:: DIRECTIONS FOR THIS TASK ::
Say how many lines in the entries below have the word "data" in them, giving only the number.

:: SOURCE MATERIAL ::
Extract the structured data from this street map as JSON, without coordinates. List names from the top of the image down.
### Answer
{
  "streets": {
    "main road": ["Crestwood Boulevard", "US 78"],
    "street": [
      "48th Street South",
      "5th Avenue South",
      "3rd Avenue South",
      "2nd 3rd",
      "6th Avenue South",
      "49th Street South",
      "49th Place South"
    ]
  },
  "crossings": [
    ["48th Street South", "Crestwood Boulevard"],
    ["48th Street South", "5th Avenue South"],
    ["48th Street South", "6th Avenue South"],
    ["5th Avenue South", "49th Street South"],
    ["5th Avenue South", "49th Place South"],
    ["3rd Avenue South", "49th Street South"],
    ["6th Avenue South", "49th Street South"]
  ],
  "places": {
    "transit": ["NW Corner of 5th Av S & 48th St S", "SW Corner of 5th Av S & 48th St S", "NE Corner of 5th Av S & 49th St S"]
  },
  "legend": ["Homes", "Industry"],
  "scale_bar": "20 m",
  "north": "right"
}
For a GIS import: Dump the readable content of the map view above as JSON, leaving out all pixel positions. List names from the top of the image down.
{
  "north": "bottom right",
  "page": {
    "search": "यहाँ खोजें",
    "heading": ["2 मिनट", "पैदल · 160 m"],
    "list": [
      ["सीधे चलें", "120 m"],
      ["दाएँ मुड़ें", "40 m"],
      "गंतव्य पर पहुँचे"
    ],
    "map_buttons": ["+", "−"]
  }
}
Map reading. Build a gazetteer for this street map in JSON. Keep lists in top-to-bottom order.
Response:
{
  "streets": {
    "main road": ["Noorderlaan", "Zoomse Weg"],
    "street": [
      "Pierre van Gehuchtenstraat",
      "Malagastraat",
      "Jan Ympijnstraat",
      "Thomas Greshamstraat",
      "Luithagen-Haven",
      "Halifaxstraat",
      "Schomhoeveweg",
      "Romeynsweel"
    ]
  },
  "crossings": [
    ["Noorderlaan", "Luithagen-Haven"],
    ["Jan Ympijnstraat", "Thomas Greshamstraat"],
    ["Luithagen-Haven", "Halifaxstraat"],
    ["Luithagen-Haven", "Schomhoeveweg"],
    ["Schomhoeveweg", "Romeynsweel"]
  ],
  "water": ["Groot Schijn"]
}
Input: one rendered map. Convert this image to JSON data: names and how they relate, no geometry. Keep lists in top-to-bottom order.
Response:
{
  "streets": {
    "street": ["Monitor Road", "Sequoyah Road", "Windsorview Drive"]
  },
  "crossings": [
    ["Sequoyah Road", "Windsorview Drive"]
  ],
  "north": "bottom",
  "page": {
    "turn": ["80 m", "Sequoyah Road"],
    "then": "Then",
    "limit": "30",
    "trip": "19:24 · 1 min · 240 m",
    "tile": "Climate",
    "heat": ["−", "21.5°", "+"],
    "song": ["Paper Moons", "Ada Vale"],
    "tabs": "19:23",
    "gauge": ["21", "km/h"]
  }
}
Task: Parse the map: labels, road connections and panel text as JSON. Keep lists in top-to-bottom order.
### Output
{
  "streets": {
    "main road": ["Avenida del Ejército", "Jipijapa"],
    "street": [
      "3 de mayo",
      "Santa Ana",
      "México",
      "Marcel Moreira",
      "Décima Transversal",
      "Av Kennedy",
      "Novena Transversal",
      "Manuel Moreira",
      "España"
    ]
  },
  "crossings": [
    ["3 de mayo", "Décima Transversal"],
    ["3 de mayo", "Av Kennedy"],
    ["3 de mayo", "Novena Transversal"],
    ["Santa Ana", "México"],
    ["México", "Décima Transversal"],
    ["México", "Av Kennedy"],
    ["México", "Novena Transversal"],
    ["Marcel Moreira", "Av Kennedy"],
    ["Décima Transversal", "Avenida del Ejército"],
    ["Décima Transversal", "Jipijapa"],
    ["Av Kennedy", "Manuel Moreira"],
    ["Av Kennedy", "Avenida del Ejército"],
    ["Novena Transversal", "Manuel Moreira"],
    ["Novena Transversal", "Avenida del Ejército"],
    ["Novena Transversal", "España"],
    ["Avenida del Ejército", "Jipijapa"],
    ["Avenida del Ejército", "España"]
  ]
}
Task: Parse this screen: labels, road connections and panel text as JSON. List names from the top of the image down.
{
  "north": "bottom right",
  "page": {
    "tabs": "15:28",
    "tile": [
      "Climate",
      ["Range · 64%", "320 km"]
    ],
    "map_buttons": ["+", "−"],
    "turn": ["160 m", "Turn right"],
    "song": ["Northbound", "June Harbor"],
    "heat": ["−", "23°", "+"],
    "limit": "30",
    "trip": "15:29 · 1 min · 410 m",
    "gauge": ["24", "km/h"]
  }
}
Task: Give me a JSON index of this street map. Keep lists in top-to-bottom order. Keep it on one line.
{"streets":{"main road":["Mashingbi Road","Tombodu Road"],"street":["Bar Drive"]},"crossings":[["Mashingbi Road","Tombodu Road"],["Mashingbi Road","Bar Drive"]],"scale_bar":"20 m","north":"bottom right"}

:: TASK RESULT ::
2